Despite the difficult circumstances of the recording sessions, producer Glyn Johns held the group together, helping to placate internal tensions (as he had with the Beatles during their Get Back sessions); his efforts enabled the Faces to record a focused, concise album in the manner of its predecessor, A Nod Is As Good As a Wink... to a Blind Horse (the band's first two albums were, in contrast, lengthier self-produced affairs). Once the recording of Ooh La La was completed, the album's credits optimistically suggested an intention to work with Johns again in the future, with the comment: "Produced by Glyn Johns (see you in a year)".

Subsequent events
Shortly after Ooh La Las March 1973 release, Stewart reported to the New Musical Express that he felt that the LP was a "stinking rotten album". He expounded further in the pages of Melody Maker, stating that the album was "A bloody mess. But I shouldn't say that, should I? Well, I should say it in a few weeks' time. Not now. I mean, the public ain't gonna like me saying it's a bloody mess. It was a disgrace. Maybe I'm too critical. But look, I don't like it ... All that fucking about taking nine months [sic] to do an album like 'Ooh La La' doesn't prove anything. But I'm not going to say anything more about it." A subsequent attempt to qualify these statements only served to highlight his earlier lack of tact, when he told Rolling Stone magazine that what he had actually meant to say was that the group was "capable of doing a better album than we've done. I just don't think we've found the right studios, or the right formula".

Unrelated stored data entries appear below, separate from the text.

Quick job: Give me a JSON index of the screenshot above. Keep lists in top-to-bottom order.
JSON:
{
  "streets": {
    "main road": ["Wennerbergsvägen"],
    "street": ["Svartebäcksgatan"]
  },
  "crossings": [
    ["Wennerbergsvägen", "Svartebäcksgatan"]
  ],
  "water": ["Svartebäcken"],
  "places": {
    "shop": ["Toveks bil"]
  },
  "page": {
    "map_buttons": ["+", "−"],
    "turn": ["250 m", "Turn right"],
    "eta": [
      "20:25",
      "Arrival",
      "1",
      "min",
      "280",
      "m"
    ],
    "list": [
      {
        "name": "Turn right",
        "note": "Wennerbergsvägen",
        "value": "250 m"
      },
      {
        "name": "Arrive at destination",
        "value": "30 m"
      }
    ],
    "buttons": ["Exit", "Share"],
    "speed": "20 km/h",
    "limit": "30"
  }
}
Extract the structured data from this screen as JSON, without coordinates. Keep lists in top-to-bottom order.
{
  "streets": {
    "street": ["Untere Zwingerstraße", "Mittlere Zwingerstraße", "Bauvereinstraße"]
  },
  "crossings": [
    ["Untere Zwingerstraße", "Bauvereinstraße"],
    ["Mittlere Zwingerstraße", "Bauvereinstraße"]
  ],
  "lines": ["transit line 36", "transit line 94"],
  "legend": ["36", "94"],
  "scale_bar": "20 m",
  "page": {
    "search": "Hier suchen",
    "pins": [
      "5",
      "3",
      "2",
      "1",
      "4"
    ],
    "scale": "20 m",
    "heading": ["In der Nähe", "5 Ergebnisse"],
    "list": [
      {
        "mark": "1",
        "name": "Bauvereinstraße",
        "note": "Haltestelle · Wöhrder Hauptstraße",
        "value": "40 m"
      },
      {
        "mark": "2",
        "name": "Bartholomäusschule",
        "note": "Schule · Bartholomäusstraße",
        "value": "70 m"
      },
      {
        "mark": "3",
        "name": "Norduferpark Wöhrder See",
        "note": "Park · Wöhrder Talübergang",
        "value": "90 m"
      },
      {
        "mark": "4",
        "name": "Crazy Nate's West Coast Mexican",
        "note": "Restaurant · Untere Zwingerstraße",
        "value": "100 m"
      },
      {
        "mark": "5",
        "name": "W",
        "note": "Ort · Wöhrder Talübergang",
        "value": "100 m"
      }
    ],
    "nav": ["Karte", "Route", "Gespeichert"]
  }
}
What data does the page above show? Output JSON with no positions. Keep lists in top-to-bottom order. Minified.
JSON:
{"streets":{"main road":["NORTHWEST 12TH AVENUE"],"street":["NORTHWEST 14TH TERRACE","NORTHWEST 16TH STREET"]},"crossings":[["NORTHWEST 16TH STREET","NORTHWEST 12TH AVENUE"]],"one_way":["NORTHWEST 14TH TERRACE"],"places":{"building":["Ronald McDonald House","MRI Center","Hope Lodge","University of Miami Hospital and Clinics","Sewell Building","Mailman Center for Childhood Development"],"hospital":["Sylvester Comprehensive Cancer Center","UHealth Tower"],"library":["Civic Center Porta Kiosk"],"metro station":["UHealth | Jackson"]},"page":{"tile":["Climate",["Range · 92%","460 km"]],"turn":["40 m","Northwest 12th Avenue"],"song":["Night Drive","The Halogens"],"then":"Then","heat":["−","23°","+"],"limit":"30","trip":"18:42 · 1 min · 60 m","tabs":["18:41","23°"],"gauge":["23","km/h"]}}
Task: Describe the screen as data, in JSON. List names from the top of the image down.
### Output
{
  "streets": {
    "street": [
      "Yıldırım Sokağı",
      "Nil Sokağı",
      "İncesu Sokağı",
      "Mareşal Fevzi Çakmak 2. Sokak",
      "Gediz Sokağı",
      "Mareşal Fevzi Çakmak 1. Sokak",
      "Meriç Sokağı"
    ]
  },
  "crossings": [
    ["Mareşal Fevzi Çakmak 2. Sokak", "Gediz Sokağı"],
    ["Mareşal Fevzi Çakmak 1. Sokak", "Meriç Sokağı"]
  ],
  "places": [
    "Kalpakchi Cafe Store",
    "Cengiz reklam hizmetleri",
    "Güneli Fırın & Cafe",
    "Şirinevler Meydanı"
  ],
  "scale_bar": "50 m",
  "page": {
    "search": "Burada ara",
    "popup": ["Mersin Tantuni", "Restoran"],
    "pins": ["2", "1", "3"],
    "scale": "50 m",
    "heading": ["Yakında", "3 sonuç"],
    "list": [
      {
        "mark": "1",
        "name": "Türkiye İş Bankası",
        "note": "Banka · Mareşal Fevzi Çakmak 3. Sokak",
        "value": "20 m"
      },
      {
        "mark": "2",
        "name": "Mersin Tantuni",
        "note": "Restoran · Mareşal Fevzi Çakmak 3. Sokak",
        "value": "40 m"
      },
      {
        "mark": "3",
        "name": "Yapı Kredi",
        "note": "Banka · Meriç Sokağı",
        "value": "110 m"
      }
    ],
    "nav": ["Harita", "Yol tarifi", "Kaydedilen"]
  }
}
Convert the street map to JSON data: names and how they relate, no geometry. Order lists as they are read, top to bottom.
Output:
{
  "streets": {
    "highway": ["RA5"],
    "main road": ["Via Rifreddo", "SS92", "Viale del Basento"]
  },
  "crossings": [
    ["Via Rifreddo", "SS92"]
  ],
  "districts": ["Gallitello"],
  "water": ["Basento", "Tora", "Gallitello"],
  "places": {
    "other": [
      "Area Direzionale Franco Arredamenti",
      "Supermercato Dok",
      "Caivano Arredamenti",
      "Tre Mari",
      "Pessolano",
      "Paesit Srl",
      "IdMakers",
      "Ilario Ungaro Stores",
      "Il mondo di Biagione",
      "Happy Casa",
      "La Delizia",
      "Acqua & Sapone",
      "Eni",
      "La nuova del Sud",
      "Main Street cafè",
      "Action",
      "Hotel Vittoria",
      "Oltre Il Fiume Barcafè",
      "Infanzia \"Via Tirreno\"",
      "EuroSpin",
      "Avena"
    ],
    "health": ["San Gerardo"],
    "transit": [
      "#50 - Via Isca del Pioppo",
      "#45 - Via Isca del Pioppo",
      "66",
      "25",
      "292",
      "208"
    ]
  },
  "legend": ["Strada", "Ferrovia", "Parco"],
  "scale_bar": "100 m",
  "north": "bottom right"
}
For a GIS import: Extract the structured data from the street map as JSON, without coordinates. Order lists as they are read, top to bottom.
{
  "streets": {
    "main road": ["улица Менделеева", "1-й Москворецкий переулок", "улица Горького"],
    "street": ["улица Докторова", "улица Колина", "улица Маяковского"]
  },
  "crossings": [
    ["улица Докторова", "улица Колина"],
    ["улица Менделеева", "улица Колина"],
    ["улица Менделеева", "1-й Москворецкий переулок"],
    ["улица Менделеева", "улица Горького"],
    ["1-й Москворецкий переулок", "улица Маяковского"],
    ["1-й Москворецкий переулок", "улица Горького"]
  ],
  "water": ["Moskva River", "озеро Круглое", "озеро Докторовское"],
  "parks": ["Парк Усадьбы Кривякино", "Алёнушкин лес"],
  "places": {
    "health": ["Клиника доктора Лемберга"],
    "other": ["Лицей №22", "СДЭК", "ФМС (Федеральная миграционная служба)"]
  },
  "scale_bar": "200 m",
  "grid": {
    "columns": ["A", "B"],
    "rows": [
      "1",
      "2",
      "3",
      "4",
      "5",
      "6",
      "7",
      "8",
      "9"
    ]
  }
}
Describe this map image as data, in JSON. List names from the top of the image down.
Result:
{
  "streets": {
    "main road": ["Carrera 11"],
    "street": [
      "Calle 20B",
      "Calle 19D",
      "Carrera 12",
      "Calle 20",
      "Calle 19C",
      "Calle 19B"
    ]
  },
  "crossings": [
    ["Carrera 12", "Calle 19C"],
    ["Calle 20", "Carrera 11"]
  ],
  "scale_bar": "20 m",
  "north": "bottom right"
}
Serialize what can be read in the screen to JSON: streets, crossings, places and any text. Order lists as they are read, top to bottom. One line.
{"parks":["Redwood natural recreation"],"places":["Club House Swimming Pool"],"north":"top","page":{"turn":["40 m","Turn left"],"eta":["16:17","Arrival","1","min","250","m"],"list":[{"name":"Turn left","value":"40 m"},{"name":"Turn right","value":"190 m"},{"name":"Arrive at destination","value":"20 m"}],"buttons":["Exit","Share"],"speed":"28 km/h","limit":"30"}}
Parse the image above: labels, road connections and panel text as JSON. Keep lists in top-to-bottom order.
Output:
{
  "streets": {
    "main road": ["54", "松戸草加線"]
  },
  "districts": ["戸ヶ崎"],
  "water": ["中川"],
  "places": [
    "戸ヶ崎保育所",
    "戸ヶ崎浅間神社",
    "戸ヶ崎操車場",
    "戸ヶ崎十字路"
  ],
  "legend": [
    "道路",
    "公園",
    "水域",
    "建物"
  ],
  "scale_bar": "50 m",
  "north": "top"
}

Despite Stewart's misgivings the LP reached number one in the UK Albums Chart during April, being the only collection of original Faces material to achieve that distinction. Rather than celebrate their success, however, the rest of the group were understandably dismayed by the harshness of Stewart's comments, especially considering his perceived lack of commitment to fully participate in the album's recording. In his 2000 autobiography All The Rage, Ian McLagan wrote: "The week the album came out he did all he could to scuttle it and told anyone who would listen how useless it was". Ronnie Lane, having assumed the creative workload due to Stewart's apparent disinterest, was especially stung by the vocalist's criticism. No longer content with the prospect of being increasingly sidelined in the band that he had co-founded with Kenney Jones back in 1965, Lane left the Faces early in June, a decision that he would reportedly later regret (if not creatively, then at least financially). His role as bassist (but, tellingly, not as songwriter or secondary vocalist) was filled shortly thereafter by former Free bassist Tetsu Yamauchi.

Faces went on to record two further singles, but while they toured extensively over the next two-and-a-half years, with Lane gone they never again recorded a full album of original studio material (aside from a brief, abortive attempt early in 1975). The group eventually ground to a halt in November 1975 as Stewart seemed to lose interest in them entirely, while guitarist Ronnie Wood moonlighted in the Rolling Stones prior to his official enlistment as Mick Taylor's replacement. For the remainder of the 1970s Lane went on to a more creatively fulfilling but financially unrewarding solo career, while Jones and McLagan briefly reunited with Steve Marriott in a reformation of the Small Faces.

Album cover
The cover of the album was designed by Jim Ladwig, around a stylised photograph of "Gastone", a stage character of 1920s Italian comedian Ettore Petrolini. The original LP's art deco-inspired cover was constructed in such a way that when the top edge of the sleeve was pressed down, a concealed die-cut design element would descend that made Gastone's eyes appear to discolour and move to the side, and his jaw would appear to drop into a leering smile. The back cover also featured art deco-inspired design elements, and detailed song information and album credits alongside tinted individual photographic portraits of the band members. The original gatefold sleeve's inner design depicted a large stylised photomontage of the band in typical 'laddish' pose, admiring the charms of a Can-can dancer (referencing the lyric of the title track).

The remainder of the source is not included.